Sicario: Day of the Soldado is a fascinating movie to watch, but not in the way it wants. The first film was an unexpected hit (largely thanks to the prodigious but then-unfamiliar talents of director Denis Villeneuve) by creating an unrelenting and tense experience that bucked most of what you’d expect from a crime thriller. This film wants to do that, too, but simply doesn’t know how.

That makes it a conceptually interesting piece of media, like watching someone trying to emulate calculus without understanding arithmetic. But the ambition is there, almost aggressively so at the hands of director Stefano Sollima and returning writer Taylor Sheridan. And strangely, it’s hard to tell if any of it was intentional or simply incidental.

The premise, as a sequel to the first Sicario, is that CIA Special Activities Division Matt Graver (Josh Brolin) is called upon to fix the rising tide of the Mexican cartels on the US side of the border. This is after a suicide bombing in Kansas City leads the US government to believe the cartels are smuggling these terrorists into the country, so the US declares the cartels terrorist organizations and sets out to clear them off the map via Graver, his team, and returning vengeance-seeker Alejandro Gillick (Benicio del Toro).

Considering that principal photography began the day the 2016 election ended and we all knew Donald Trump would be the one to drag America into a slow and messy demise, it seems Sheridan was more prescient than reactionary. That makes the thematic through line of this and all his movies all the more painful to swallow: that might can be the means, but being right is rarely (if ever) the end. But the way the film explores this is basically nonexistent.
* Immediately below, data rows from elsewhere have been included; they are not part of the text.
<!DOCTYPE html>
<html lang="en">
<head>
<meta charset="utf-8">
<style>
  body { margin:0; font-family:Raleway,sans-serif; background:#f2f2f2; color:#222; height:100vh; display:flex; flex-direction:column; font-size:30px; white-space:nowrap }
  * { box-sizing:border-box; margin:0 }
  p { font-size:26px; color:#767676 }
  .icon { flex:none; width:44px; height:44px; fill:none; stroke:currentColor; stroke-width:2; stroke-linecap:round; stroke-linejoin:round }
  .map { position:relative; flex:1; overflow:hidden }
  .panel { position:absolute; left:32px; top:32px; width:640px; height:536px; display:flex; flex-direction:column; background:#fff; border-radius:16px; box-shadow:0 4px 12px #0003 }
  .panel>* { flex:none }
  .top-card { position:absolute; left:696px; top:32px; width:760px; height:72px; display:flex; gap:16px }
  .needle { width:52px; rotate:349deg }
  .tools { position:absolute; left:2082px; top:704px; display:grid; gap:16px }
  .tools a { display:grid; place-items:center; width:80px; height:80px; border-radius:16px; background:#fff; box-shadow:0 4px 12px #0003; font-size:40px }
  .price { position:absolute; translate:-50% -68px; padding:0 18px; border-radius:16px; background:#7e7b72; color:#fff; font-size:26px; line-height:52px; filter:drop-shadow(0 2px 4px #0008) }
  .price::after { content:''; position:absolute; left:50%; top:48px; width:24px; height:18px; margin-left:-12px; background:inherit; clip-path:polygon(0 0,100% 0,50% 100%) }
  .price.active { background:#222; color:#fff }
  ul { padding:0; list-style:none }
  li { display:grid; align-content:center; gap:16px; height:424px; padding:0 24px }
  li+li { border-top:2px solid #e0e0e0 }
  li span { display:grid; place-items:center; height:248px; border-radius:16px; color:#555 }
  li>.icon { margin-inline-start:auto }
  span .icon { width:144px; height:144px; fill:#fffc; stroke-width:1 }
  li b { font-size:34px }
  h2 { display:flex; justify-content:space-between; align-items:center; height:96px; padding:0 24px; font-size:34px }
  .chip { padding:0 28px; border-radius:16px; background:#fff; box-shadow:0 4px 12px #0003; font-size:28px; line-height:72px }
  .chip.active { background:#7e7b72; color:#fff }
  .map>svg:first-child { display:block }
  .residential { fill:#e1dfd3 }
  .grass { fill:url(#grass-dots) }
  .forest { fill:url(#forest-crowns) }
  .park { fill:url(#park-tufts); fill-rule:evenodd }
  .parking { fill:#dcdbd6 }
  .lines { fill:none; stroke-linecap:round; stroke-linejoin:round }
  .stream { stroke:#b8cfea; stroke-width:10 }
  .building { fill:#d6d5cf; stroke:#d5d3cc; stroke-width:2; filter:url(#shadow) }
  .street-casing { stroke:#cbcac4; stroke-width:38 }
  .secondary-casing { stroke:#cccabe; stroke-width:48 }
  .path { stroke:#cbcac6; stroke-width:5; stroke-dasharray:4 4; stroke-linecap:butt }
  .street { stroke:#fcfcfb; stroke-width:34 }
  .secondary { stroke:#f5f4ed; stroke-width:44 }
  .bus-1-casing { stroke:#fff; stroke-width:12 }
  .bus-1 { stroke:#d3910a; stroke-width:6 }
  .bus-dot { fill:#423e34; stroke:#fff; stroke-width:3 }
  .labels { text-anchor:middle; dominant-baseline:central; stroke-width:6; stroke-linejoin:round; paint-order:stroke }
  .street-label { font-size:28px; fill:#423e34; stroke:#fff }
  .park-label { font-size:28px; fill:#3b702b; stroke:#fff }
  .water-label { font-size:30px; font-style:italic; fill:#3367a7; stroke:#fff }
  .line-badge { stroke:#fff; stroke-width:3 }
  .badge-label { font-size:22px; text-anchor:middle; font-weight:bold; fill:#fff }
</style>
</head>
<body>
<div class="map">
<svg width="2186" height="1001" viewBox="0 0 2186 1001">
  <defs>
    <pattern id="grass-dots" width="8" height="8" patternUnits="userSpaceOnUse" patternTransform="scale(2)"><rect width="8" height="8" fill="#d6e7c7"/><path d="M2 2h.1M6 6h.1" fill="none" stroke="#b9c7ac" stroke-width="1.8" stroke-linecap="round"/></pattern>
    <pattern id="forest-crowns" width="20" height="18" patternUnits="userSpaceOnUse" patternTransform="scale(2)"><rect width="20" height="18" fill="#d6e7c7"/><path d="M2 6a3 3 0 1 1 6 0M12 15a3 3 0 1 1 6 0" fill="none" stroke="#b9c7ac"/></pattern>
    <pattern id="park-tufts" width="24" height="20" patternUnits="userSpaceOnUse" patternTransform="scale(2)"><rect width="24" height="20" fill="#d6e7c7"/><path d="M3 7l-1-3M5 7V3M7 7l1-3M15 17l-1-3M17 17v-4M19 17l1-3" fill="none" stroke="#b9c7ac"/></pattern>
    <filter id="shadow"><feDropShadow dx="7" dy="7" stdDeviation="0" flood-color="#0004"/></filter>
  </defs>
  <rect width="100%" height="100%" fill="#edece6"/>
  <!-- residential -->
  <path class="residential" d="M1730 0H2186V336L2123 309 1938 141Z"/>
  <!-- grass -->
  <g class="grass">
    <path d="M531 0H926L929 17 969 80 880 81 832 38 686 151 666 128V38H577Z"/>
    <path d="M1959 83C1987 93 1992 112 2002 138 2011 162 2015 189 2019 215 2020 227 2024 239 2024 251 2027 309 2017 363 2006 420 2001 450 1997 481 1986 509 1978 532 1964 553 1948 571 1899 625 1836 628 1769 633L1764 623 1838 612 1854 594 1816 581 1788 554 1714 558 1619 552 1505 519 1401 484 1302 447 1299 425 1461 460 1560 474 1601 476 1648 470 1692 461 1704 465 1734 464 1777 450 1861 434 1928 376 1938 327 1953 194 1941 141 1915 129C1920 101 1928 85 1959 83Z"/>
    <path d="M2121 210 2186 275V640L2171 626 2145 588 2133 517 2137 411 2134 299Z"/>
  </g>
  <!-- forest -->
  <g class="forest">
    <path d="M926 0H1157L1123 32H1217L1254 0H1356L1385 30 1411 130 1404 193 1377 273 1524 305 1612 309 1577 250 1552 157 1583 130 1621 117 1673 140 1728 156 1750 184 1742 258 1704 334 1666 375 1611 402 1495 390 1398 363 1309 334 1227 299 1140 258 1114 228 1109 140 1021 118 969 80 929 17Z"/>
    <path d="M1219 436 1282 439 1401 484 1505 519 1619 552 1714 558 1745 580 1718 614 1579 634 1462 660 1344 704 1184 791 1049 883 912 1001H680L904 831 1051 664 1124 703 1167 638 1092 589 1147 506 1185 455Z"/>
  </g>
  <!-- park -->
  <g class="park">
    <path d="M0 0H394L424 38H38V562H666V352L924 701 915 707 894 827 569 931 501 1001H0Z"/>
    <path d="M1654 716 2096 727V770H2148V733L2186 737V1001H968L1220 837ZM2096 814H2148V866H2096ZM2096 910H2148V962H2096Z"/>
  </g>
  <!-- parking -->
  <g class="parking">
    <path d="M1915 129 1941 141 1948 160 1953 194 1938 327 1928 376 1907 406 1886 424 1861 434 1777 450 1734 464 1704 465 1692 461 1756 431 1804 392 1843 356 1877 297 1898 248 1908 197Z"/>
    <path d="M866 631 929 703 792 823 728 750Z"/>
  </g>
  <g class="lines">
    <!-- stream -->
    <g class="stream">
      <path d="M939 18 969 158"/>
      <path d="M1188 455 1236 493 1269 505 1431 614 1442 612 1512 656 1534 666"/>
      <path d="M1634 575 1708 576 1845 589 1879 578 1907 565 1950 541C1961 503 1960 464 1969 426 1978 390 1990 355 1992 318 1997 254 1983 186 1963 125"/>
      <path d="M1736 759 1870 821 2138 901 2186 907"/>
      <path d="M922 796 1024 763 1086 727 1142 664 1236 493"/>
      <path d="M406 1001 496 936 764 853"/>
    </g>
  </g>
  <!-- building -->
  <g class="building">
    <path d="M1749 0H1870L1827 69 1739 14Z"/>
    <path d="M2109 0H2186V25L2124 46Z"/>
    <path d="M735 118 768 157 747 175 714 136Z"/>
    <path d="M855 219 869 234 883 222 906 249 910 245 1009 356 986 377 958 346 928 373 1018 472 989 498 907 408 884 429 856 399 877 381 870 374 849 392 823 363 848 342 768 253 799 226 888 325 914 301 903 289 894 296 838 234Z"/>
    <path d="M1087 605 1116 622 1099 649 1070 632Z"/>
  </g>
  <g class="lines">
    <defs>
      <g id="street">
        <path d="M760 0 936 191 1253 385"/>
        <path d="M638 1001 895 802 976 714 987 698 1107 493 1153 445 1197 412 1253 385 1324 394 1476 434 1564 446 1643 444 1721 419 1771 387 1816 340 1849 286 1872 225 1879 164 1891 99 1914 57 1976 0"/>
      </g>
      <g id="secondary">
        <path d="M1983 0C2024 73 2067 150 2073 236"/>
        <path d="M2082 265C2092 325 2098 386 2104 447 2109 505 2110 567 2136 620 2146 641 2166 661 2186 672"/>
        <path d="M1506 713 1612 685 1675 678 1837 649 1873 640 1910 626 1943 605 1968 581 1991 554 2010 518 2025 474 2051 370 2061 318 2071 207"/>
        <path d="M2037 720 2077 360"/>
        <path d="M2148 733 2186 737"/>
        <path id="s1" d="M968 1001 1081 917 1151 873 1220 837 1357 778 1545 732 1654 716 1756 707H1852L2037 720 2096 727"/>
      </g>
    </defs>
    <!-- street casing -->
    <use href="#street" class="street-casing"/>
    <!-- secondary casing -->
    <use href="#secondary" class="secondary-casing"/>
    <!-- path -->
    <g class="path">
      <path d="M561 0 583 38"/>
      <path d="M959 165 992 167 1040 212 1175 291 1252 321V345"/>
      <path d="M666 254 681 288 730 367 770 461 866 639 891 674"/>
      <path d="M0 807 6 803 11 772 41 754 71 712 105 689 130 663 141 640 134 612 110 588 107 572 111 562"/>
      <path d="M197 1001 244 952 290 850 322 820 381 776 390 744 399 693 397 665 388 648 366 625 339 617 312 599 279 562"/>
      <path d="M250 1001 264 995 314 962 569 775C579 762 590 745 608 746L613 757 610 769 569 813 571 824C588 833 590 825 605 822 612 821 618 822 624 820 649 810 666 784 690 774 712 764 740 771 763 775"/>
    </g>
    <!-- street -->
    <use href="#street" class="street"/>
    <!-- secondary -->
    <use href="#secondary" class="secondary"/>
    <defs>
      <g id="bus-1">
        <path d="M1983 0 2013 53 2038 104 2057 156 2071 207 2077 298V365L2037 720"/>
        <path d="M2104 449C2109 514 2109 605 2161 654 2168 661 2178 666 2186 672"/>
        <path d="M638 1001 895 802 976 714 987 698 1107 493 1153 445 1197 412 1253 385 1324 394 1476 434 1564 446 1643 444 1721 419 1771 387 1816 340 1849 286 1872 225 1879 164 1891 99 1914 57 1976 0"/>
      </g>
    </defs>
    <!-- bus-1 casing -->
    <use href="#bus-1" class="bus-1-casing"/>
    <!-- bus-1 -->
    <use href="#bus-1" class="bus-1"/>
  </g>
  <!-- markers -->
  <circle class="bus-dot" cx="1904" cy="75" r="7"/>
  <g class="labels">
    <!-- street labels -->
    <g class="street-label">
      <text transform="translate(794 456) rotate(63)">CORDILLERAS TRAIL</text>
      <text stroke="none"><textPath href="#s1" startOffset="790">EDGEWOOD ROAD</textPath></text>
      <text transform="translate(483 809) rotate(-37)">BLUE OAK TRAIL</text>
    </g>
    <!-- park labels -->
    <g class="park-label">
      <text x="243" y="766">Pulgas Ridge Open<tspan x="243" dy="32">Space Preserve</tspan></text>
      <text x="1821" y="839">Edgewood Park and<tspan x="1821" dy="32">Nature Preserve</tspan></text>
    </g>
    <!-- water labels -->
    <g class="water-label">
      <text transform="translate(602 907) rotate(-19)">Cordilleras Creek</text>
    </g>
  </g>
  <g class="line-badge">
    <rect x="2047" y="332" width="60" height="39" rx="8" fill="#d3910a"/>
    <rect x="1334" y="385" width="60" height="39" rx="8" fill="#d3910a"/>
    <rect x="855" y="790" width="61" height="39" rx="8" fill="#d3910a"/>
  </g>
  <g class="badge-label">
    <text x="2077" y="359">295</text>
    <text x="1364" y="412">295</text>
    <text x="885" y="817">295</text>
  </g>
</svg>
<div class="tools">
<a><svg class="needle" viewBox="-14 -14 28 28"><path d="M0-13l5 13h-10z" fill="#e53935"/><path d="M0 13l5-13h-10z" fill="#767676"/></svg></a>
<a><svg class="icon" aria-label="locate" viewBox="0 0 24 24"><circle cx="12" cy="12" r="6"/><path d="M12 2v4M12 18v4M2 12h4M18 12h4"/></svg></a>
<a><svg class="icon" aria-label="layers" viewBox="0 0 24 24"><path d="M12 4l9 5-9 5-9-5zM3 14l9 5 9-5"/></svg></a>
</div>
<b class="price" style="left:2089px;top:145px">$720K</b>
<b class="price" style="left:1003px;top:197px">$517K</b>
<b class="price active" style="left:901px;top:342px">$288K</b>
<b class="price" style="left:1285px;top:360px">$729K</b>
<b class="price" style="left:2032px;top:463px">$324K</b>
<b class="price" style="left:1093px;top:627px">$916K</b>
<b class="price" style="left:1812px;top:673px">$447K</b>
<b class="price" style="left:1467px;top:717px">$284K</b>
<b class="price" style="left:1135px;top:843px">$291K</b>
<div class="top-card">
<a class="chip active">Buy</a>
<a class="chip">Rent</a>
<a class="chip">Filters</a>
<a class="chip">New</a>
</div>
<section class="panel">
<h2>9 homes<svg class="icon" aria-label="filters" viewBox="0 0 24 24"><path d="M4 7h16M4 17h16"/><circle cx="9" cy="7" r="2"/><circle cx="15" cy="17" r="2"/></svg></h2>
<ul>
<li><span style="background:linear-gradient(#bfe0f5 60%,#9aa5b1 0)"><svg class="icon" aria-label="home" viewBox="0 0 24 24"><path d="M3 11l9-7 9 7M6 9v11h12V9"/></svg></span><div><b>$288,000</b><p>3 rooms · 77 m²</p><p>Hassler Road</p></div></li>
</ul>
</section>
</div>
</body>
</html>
Most notably it sort of just…dives in. Not that that’s a problem on its own, but it certainly is when the film assumes that the rest of the story will fill you in along the way. And to an extent it does, but only in so much that you have to squint away all the gaps and contrivances as reasons and motives are exposed. Perhaps worse is that as those oddities come crashing in, you can see them tumbling down the pike from a mile away.

And it certainly, unavoidably tumbles along the way. There’s an immeasurable lack of balance to the film, careening this way and that as the two most unflinchingly violent characters of the first film retain their bloody ways while being bumped up to lead status. Without anyone ideologically on the other side of their crusade to take down the cartels, a lot of what the story wants to challenge us over (namely the imagery refugees, Islamic terrorists, and the handling of US-Mexico border relations) just gets dumped either on us as words or off to the wayside as refuse.

Sicario: Day of the Soldado

The simulacrum composition continues through to simply how the movie looks. It wants so desperately to conjure the visuals of cinematographer Roger Deakins’ work but fails to understand what any of it is accomplishing. It looks like Sicario in the way a watch purchased from a guy in a trench coat looks like a Rolex.

At least the action itself is mostly done well. The two main action sequences are tense enough to leave you breathless at times, even if you don’t particularly care about the outcome. Sollima has a slick understanding of how to make shootouts not just feel like action/reaction shots in rapid succession.

There’s plenty of potential in this film, especially as Sheridan continues to explore his potent obsession with Western film morality with modern framing and Sollima hones his eye for crime drama. But none of it is fulfilled here. It falls remarkably flat despite being mostly competent at being A Movie. If you’re looking for a way to kill two hours, you could definitely do worse, but you could also do way better if you want to come away impressed.